Es curioso descubrir a estas alturas de la blogocosa que la mayoría de nosotros nos dejamos traicionar sin saberlo por nuestro “aristócrata” blogosubconsciente, o por lo menos así lo indica un curioso estudio realizado por un alumno de la Universitat Oberta de Catalunya y que acertadamente ha sido ya analizado en Cableados. No voy a entrar por tanto a opinar sobre el estudio pero sí lo haré sobre una cuestión que me vino a mi blogocabeza mientras leía el artículo del "maldito" Javier F. Barrera, y que va sobre verdaderos aristócratas, no de la blogocosa, sino de la vida real.

¿Quién es el rey en la informática? ¿Quién domina nuestro escritorio? ¿Quién sabe más de nosotros que nosotros mismos? Si preguntas a alguien por éstas y otras preguntas como su sistema operativo seguramente su respuesta será “Windows”. Si se repite esa misma pregunta con las aplicaciones que utiliza, la palabra mágica, directa o indirectamente, volverá a aparecer en la mayoría de los casos. Entender hoy en día las nuevas tecnologías sin su vinculación a Microsoft es cuanto menos difícil de sobrellevar, y todo gracias a la obra de su artífice Bill Gates, único rey del imperio, que ahora, y para mayor honor y prestigio de los Premios Príncipe de Asturias, (superar lo del año pasado parecía que iba a ser imposible), es condecorado como un aristócrata por su "filantropía". Supongo que los eruditos miembros del jurado habrán sopesado desde la razón y la lógica lo que supone premiar a un señor que ha consolidado su monopolio y con ello sus inmensurable fortuna (50.000 millones de dólares según 'Forbes'), gracias al generoso y altruista apoyo prestado a la divinidad republicana Gr.W. Bush, rey del "Eje del bien", en el que no caben invitados molestos como Irán o Linux. Doy por hecho además, que habrán tenido en cuenta el tremendo esfuerzo económico que les supone al matrimonio Gates contribuir desinteresadamente con la sociedad sin caer en la tentación de obtener réditos de la misma.
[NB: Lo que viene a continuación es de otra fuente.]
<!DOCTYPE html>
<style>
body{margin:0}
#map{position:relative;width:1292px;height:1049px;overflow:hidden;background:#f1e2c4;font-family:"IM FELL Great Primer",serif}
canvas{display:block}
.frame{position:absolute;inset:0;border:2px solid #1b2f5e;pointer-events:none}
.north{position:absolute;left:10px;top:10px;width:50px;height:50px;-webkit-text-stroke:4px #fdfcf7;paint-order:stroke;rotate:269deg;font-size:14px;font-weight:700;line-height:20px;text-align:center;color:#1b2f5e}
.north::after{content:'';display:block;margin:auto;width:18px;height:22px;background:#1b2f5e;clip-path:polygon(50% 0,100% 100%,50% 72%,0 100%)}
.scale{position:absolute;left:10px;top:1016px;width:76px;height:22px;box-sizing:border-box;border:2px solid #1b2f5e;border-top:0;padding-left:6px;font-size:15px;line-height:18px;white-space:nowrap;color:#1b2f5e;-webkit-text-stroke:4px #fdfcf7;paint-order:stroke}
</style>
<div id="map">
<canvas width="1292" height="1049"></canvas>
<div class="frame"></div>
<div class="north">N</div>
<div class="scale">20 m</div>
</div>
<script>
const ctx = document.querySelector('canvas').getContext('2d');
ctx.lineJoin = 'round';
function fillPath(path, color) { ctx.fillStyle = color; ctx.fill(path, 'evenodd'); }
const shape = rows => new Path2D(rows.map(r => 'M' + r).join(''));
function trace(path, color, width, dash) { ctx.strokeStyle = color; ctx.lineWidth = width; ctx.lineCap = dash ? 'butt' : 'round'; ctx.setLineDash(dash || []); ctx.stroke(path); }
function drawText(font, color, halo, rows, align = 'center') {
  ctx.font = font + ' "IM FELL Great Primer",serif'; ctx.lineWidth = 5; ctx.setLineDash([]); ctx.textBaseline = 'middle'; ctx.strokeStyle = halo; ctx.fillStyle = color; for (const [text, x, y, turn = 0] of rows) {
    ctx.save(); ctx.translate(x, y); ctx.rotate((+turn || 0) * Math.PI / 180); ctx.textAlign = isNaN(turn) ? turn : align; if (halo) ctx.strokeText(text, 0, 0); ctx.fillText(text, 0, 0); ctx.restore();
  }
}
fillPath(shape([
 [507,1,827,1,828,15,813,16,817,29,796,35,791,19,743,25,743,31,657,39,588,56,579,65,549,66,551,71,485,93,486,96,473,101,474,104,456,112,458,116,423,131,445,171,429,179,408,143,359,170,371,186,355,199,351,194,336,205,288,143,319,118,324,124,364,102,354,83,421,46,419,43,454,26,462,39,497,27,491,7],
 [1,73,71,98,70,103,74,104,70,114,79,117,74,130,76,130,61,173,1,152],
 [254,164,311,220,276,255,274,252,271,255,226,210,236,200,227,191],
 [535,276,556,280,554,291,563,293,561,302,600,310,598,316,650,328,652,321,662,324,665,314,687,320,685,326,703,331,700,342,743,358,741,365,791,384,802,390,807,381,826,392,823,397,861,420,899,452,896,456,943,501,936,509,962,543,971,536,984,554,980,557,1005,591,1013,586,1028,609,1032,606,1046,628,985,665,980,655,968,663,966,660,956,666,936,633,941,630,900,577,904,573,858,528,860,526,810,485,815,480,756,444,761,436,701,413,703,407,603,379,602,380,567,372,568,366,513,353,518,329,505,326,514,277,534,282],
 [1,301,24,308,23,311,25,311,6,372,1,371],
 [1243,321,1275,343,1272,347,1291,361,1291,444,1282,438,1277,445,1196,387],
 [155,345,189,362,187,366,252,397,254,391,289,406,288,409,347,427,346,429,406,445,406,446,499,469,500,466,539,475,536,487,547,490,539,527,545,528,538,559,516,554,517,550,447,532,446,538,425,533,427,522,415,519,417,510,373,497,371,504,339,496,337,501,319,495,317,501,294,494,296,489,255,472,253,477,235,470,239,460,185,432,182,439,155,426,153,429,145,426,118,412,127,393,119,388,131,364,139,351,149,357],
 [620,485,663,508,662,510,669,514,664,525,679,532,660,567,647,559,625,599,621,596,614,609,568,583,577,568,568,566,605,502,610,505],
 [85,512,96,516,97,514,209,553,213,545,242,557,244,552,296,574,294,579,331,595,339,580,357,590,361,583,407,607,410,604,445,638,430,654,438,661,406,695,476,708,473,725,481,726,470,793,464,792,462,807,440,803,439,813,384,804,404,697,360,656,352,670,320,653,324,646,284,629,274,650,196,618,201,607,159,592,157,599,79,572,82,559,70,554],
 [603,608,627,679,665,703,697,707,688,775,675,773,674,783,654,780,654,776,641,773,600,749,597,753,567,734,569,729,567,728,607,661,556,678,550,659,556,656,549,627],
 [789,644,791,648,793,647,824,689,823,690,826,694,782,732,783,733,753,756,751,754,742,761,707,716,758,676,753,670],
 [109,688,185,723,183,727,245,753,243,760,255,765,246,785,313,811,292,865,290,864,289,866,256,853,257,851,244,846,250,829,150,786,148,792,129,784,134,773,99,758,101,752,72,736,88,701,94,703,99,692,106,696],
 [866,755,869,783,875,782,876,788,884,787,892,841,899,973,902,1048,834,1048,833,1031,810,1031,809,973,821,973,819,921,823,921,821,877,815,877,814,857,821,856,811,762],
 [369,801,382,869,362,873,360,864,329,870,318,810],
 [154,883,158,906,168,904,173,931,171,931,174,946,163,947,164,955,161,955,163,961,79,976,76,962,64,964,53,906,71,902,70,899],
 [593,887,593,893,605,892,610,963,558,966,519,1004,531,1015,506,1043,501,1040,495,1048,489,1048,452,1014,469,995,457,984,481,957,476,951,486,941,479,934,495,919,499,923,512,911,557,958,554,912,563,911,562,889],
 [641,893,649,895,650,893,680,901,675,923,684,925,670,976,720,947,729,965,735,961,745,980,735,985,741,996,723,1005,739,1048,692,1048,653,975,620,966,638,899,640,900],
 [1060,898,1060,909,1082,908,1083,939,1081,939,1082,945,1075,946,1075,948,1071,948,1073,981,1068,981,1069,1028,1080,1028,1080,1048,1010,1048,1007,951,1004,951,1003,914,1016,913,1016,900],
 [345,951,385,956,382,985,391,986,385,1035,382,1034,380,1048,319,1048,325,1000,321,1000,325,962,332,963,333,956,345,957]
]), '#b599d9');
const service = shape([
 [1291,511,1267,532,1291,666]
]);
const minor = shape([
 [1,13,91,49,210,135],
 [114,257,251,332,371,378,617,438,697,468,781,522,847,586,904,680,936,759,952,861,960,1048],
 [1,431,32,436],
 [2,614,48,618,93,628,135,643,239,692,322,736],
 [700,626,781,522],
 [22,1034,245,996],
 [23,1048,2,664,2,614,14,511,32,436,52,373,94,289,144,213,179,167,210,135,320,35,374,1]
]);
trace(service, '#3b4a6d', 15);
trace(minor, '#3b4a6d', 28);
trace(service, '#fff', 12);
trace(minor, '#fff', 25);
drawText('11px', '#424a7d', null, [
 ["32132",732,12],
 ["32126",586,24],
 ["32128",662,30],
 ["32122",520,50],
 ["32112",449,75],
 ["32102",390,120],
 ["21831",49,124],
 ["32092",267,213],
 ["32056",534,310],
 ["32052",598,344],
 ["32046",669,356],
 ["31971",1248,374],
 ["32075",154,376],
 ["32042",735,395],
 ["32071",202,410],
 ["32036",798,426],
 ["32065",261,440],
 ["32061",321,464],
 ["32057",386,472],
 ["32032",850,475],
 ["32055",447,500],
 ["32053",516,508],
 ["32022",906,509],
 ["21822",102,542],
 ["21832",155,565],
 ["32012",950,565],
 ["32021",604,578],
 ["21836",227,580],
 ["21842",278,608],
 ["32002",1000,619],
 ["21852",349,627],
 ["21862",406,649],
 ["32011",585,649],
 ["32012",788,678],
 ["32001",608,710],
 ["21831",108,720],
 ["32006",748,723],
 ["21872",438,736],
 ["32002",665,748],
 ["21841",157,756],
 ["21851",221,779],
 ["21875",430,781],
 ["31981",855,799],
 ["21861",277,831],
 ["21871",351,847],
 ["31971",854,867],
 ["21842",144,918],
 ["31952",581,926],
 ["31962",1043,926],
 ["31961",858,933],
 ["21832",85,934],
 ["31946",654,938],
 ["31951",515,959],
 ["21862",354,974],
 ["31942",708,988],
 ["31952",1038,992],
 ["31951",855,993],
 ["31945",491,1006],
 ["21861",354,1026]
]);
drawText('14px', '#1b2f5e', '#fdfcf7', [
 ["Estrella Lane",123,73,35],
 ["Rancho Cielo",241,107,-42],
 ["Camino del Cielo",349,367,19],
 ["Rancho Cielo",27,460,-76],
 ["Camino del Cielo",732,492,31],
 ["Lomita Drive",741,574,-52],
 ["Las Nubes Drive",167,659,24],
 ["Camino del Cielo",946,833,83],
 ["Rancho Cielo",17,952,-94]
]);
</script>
Y es que resulta difícil aceptar ahora a Bill Gates como el rey de la filantropía después de todo lo que ha llovido y que muy buena cuenta llevan sus competidores y la Comisión Europea. Y eso que había títulos candidatos para encumbrarlo como monarca..., pero éste, cuanto menos resulta pedante, porque creer que el matrimonio Gates son un ejemplo a imitar por los multimillonarios del planeta por su generosidad social, es como creer que los bancos nos dan regalos sin querer nada a cambio. En el libre mercado, que es la única ley que conoce Microsoft, existe la mercadotecnia y unas de sus variantes es conocida como Marketing Social, el mismo que practican las Cajas de Ahorro y todas aquellas empresas que no saben qué hacer con todo lo que ganan de más. La pregunta que me surge en este mundo de aristócratas bonachones es: ¿qué ha funcionado mejor a la hora de otorgar o recibir este premio?, ¿la estrategia de marketing de Microsoft o la picaresca promocional de los estrategas del jurado?